Venture Deals

It occurred to me recently that, while I plough through a lot of books on my Kindle, I’ve not made an attempt to keep any sort of notes. As Mortimer Adler points out in How to Read A Book, books are best understood when actively engaged or discussed.

I resolved to begin doing so, starting today. The last book I read to completion was Venture Deals: Be Smarter Than Your Lawyer and Venture Capitalist, by Brad Feld and Jason Mendelson; that’s where I’ll begin.

Some background is necessary. Since completing my honours, I’ve been planning to commercialise my research. To do so requires time, and of course, money is a socially-acceptable substitutable for time in a wide variety of situations. The practical upshot was that I’ve being considering how to raise money.

I’ve flown to Perth this week to graduate. Located here is this new venture capital fund, who are probably the first such outfit in Perth.

My original plan was: fly to Perth for the week, and during that week, saunter into their office with some vague hand-waving and wander out with a cheque for squillions of dollars. That’s how some folk in Silicon Valley seem to do it: why not me?

The part of me which is most like my father decided that perhaps I could do just a smidge of background reading; the part of me which used to be a law student heartily agreed. So I bought Venture Deals to get the background.

So: the book.

The meat of the book is a discussion of the Term Sheet, a document which usually embodies the key points of agreement when a venture capital investment is made. The authors helpfully point out that term sheet clauses fall into three categories: economics, control, and other. The first two are important.

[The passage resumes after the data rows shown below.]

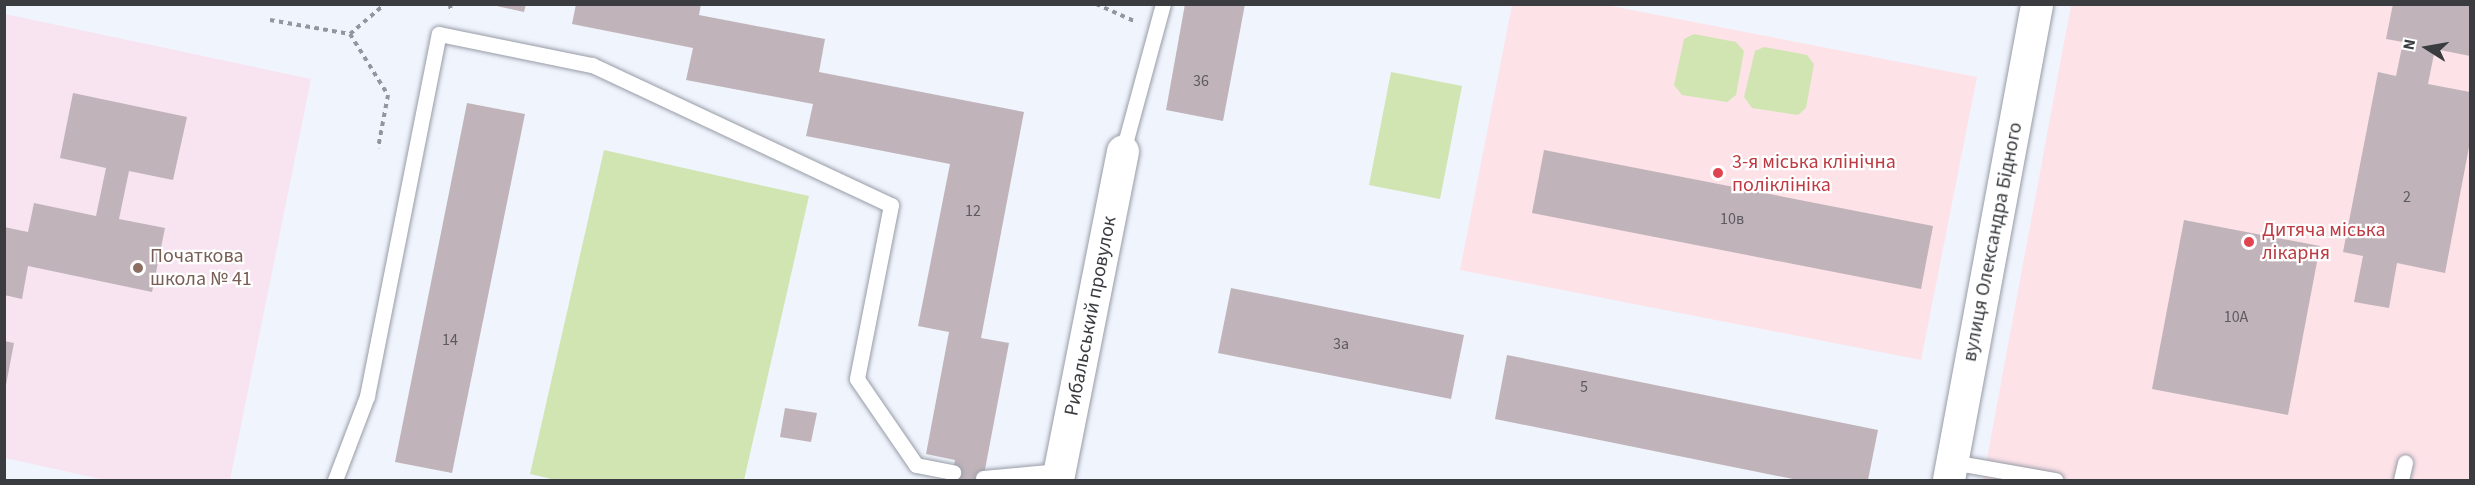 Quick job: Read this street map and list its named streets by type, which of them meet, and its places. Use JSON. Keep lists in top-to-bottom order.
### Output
{
  "streets": {
    "street": ["вулиця Олександра Бідного", "Рибальський провулок"]
  },
  "places": ["3-я міська клінічна поліклініка", "Дитяча міська лікарня", "Початкова школа № 41"],
  "house_numbers": [
    "36",
    "2",
    "12",
    "10в",
    "10А",
    "14",
    "3а",
    "5"
  ],
  "north": "left"
}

The book takes a tour of these different clauses, exposing in particular the trickier bits of boilerplate that a VC might try to slip in. Parts of this are very detailed — the sort of thing that’d be clearer with an actual offer from an actual VC.

Also covered is a useful discussion of the tactics and timing matters of negotiating, an illuminating discussion of the internal structure and dynamics of venture capital firms and a chapter on Letters of Intent — a cousin of the term sheet sent when another company offers to buy yours out.

Unsurprisingly, the book is totally US-centric. Most VC firms are in the USA, most companies who take VC funding eventually incorporate in the USA and operate under US laws. Nevertheless, I think the authors might have made a clearer distinction between what is done in VC everywhere, and those particulars applying to US-based companies only.


Self-published books sometimes need more loving attention than they receive. This one is actually pretty reasonable — I didn’t notice any typos or egregious grammos. There were some sections where massaging the explanations might have helped me to get a clearer understanding of the process in hand.

One thing that would make a nice addition to a future edition would be a charts detailing common negotiation lifecycles and flow charts for trading off different clauses. Flow charts and diagrammatic representations are tools I have found very useful both when studying law and in my daily work as an analyst/programmer. Sometimes you need a picture to know what’s happening.

The most important thing

What I really took away from this book is: it’s too soon for me to be worrying about venture capital. I should be looking at raising money in smaller amounts from a different class of investor.

However, if you’re a US-based company looking for funds from a US-based venture capital firm, I think this book would provide a short, useful introduction to the issues.